== Task goal ==
Copy everything in the data below exactly except the pictures.

== Extracted material ==
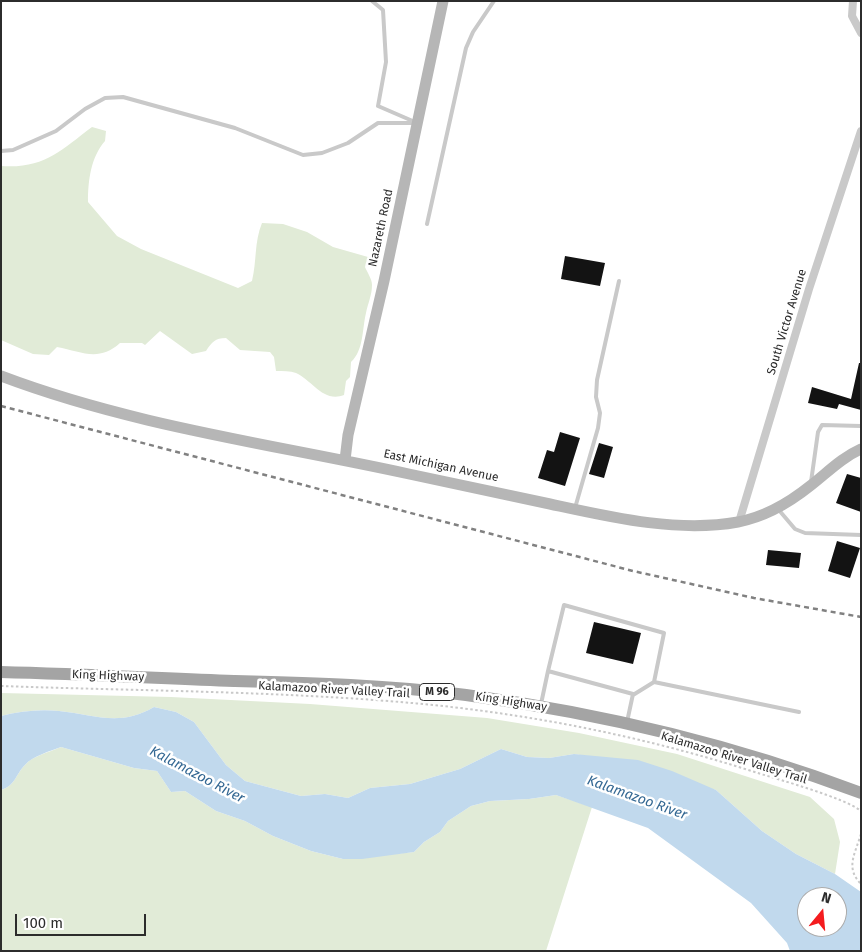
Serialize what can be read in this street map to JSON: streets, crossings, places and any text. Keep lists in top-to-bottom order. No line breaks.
{"streets":{"main road":["King Highway","M 96"],"street":["Nazareth Road","South Victor Avenue","East Michigan Avenue"],"path":["Kalamazoo River Valley Trail"]},"crossings":[["Nazareth Road","East Michigan Avenue"],["South Victor Avenue","East Michigan Avenue"]],"water":["Kalamazoo River"],"scale_bar":"100 m","north":"top"}
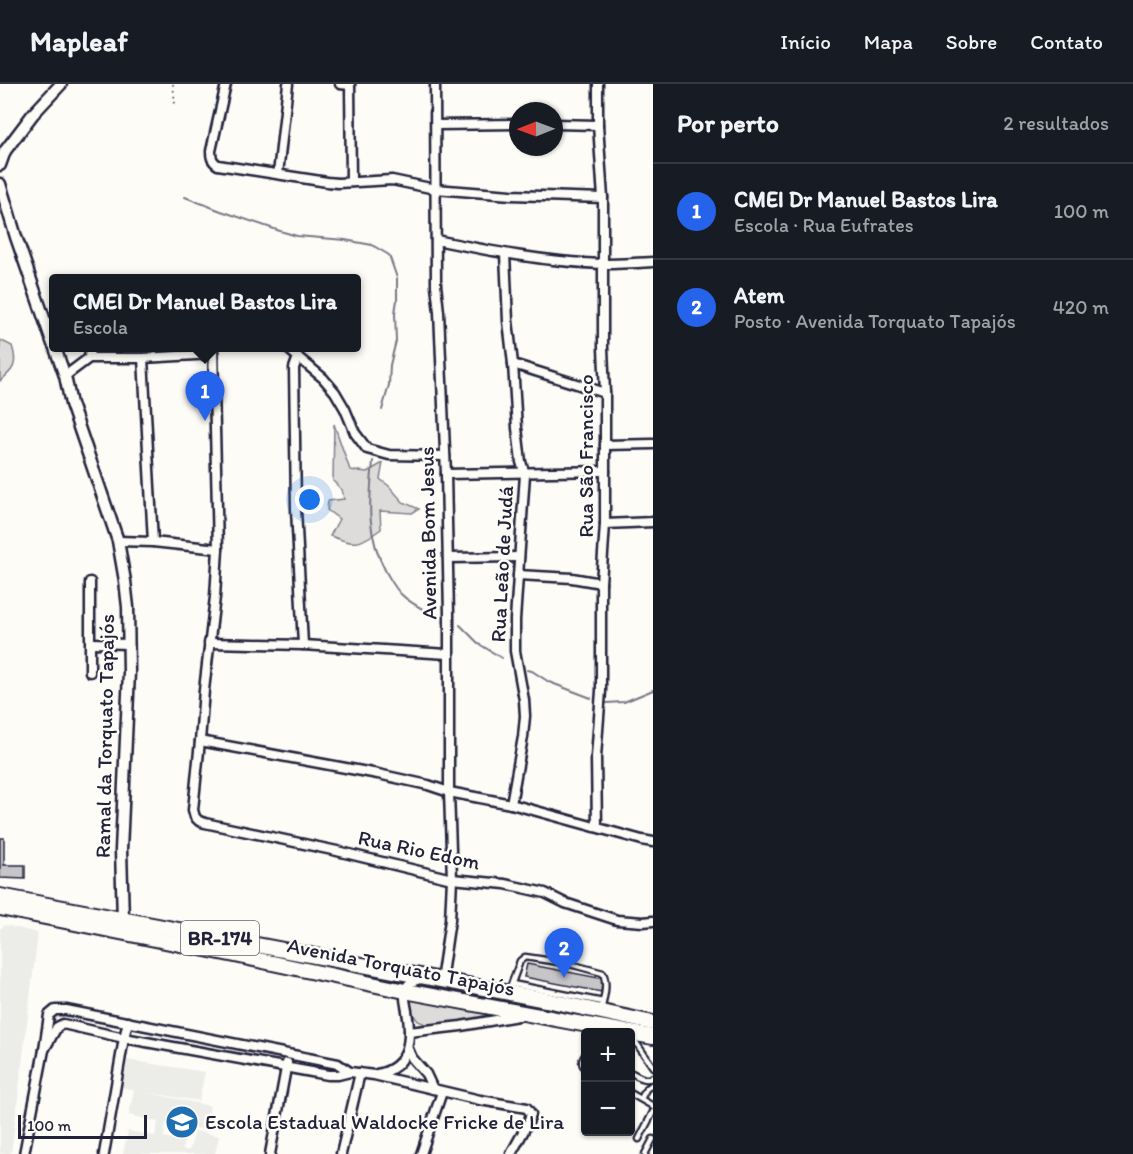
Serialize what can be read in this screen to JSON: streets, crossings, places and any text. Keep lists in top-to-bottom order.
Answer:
{
  "streets": {
    "highway": ["BR-174", "Avenida Torquato Tapajós"],
    "street": [
      "Rua São Francisco",
      "Avenida Bom Jesus",
      "Rua Leão de Judá",
      "Ramal da Torquato Tapajós",
      "Rua Rio Edom"
    ]
  },
  "crossings": [
    ["Avenida Bom Jesus", "Rua Rio Edom"],
    ["Avenida Bom Jesus", "Avenida Torquato Tapajós"],
    ["Ramal da Torquato Tapajós", "Avenida Torquato Tapajós"]
  ],
  "places": {
    "school or university": ["Escola Estadual Waldocke Fricke de Lira"]
  },
  "scale_bar": "100 m",
  "north": "left",
  "page": {
    "header": "Mapleaf",
    "nav": [
      "Início",
      "Mapa",
      "Sobre",
      "Contato"
    ],
    "heading": ["Por perto", "2 resultados"],
    "list": [
      {
        "mark": "1",
        "name": "CMEI Dr Manuel Bastos Lira",
        "note": "Escola · Rua Eufrates",
        "value": "100 m"
      },
      {
        "mark": "2",
        "name": "Atem",
        "note": "Posto · Avenida Torquato Tapajós",
        "value": "420 m"
      }
    ],
    "popup": ["CMEI Dr Manuel Bastos Lira", "Escola"],
    "pins": ["1", "2"],
    "map_buttons": ["+", "−"],
    "scale": "100 m"
  }
}
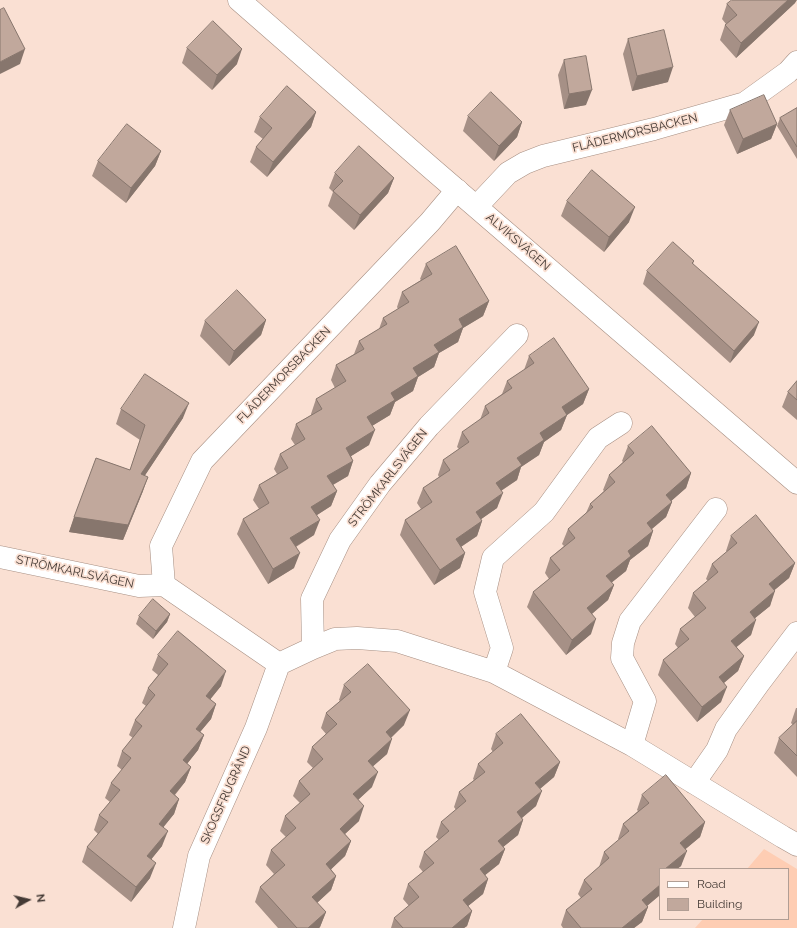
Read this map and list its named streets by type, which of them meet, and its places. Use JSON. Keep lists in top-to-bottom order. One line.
{"streets":{"street":["FLÄDERMORSBACKEN","ALVIKSVÄGEN","STRÖMKARLSVÄGEN","SKOGSFRUGRÄND"]},"crossings":[["FLÄDERMORSBACKEN","ALVIKSVÄGEN"],["FLÄDERMORSBACKEN","STRÖMKARLSVÄGEN"]],"legend":["Road","Building"],"north":"right"}
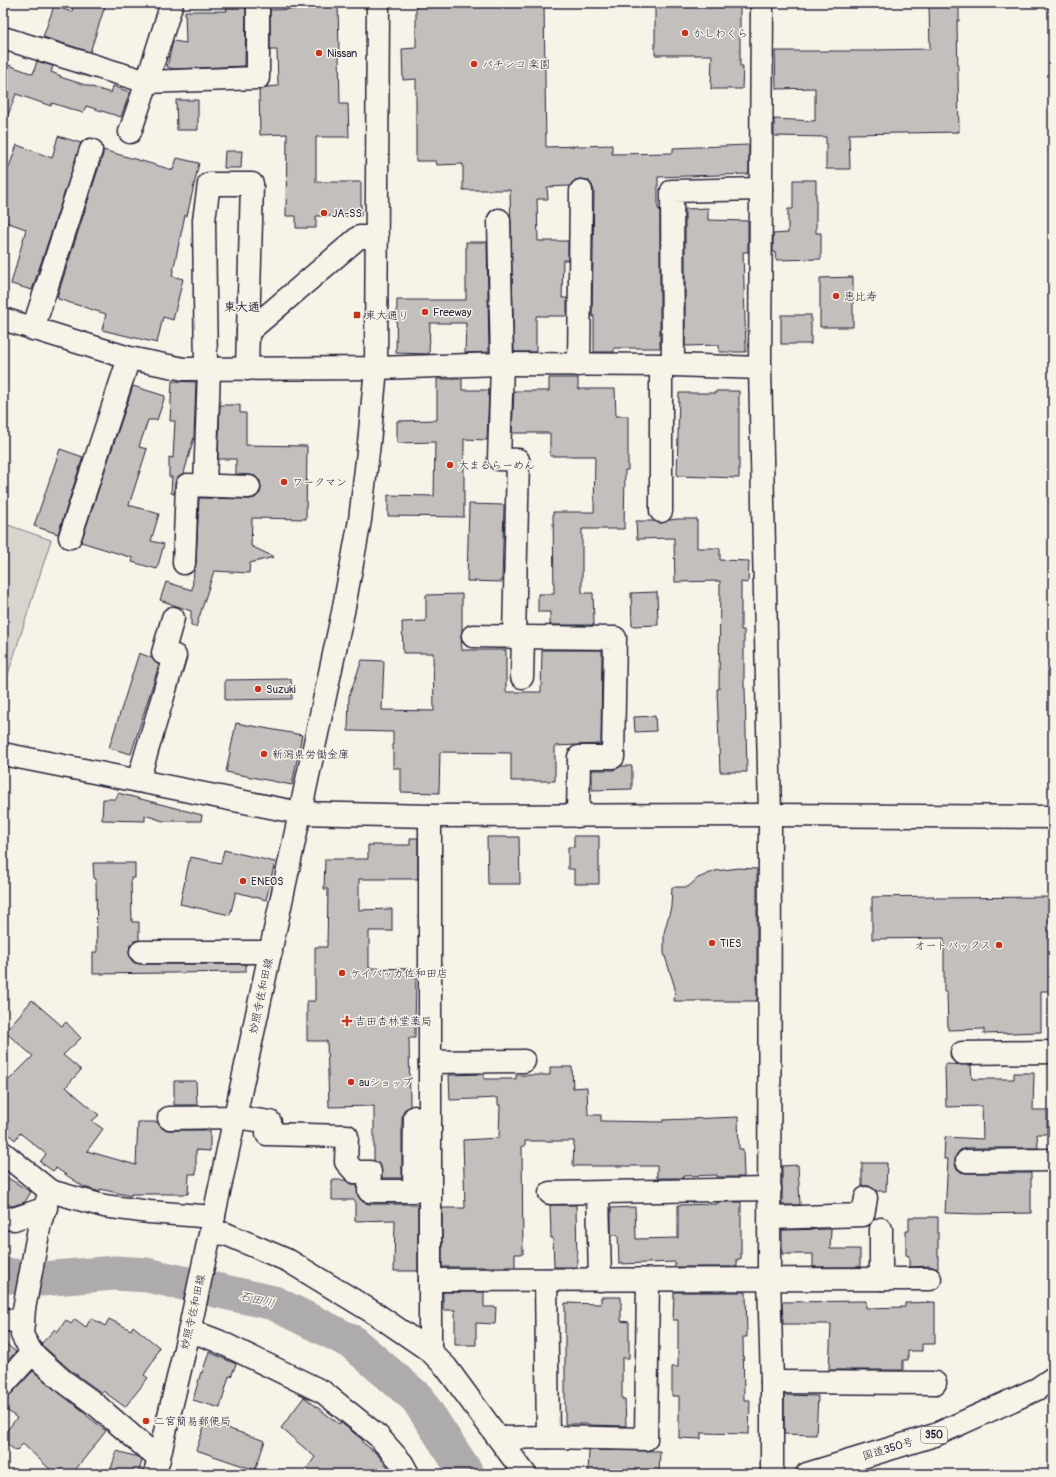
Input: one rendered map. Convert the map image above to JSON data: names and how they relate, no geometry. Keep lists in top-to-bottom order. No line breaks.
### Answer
{"streets":{"main road":["妙照寺佐和田線","350","国道350号"]},"districts":["東大通"],"water":["石田川"],"places":{"other":["かしわくら","Nissan","パチンコ 楽園","JA-SS","恵比寿","Freeway","大まるらーめん","ワークマン","Suzuki","新潟県労働金庫","ENEOS","TIES","オートバックス","ケイバッカ佐和田店","auショップ","二宮簡易郵便局"],"transit":["東大通り"],"health":["吉田杏林堂薬局"]}}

== Written response ==
Serialize what can be read in this street map to JSON: streets, crossings, places and any text. Keep lists in top-to-bottom order. No line breaks.
{"streets":{"main road":["King Highway","M 96"],"street":["Nazareth Road","South Victor Avenue","East Michigan Avenue"],"path":["Kalamazoo River Valley Trail"]},"crossings":[["Nazareth Road","East Michigan Avenue"],["South Victor Avenue","East Michigan Avenue"]],"water":["Kalamazoo River"],"scale_bar":"100 m","north":"top"}
Serialize what can be read in this screen to JSON: streets, crossings, places and any text. Keep lists in top-to-bottom order.
Answer:
{
  "streets": {
    "highway": ["BR-174", "Avenida Torquato Tapajós"],
    "street": [
      "Rua São Francisco",
      "Avenida Bom Jesus",
      "Rua Leão de Judá",
      "Ramal da Torquato Tapajós",
      "Rua Rio Edom"
    ]
  },
  "crossings": [
    ["Avenida Bom Jesus", "Rua Rio Edom"],
    ["Avenida Bom Jesus", "Avenida Torquato Tapajós"],
    ["Ramal da Torquato Tapajós", "Avenida Torquato Tapajós"]
  ],
  "places": {
    "school or university": ["Escola Estadual Waldocke Fricke de Lira"]
  },
  "scale_bar": "100 m",
  "north": "left",
  "page": {
    "header": "Mapleaf",
    "nav": [
      "Início",
      "Mapa",
      "Sobre",
      "Contato"
    ],
    "heading": ["Por perto", "2 resultados"],
    "list": [
      {
        "mark": "1",
        "name": "CMEI Dr Manuel Bastos Lira",
        "note": "Escola · Rua Eufrates",
        "value": "100 m"
      },
      {
        "mark": "2",
        "name": "Atem",
        "note": "Posto · Avenida Torquato Tapajós",
        "value": "420 m"
      }
    ],
    "popup": ["CMEI Dr Manuel Bastos Lira", "Escola"],
    "pins": ["1", "2"],
    "map_buttons": ["+", "−"],
    "scale": "100 m"
  }
}
Read this map and list its named streets by type, which of them meet, and its places. Use JSON. Keep lists in top-to-bottom order. One line.
{"streets":{"street":["FLÄDERMORSBACKEN","ALVIKSVÄGEN","STRÖMKARLSVÄGEN","SKOGSFRUGRÄND"]},"crossings":[["FLÄDERMORSBACKEN","ALVIKSVÄGEN"],["FLÄDERMORSBACKEN","STRÖMKARLSVÄGEN"]],"legend":["Road","Building"],"north":"right"}
Input: one rendered map. Convert the map image above to JSON data: names and how they relate, no geometry. Keep lists in top-to-bottom order. No line breaks.
### Answer
{"streets":{"main road":["妙照寺佐和田線","350","国道350号"]},"districts":["東大通"],"water":["石田川"],"places":{"other":["かしわくら","Nissan","パチンコ 楽園","JA-SS","恵比寿","Freeway","大まるらーめん","ワークマン","Suzuki","新潟県労働金庫","ENEOS","TIES","オートバックス","ケイバッカ佐和田店","auショップ","二宮簡易郵便局"],"transit":["東大通り"],"health":["吉田杏林堂薬局"]}}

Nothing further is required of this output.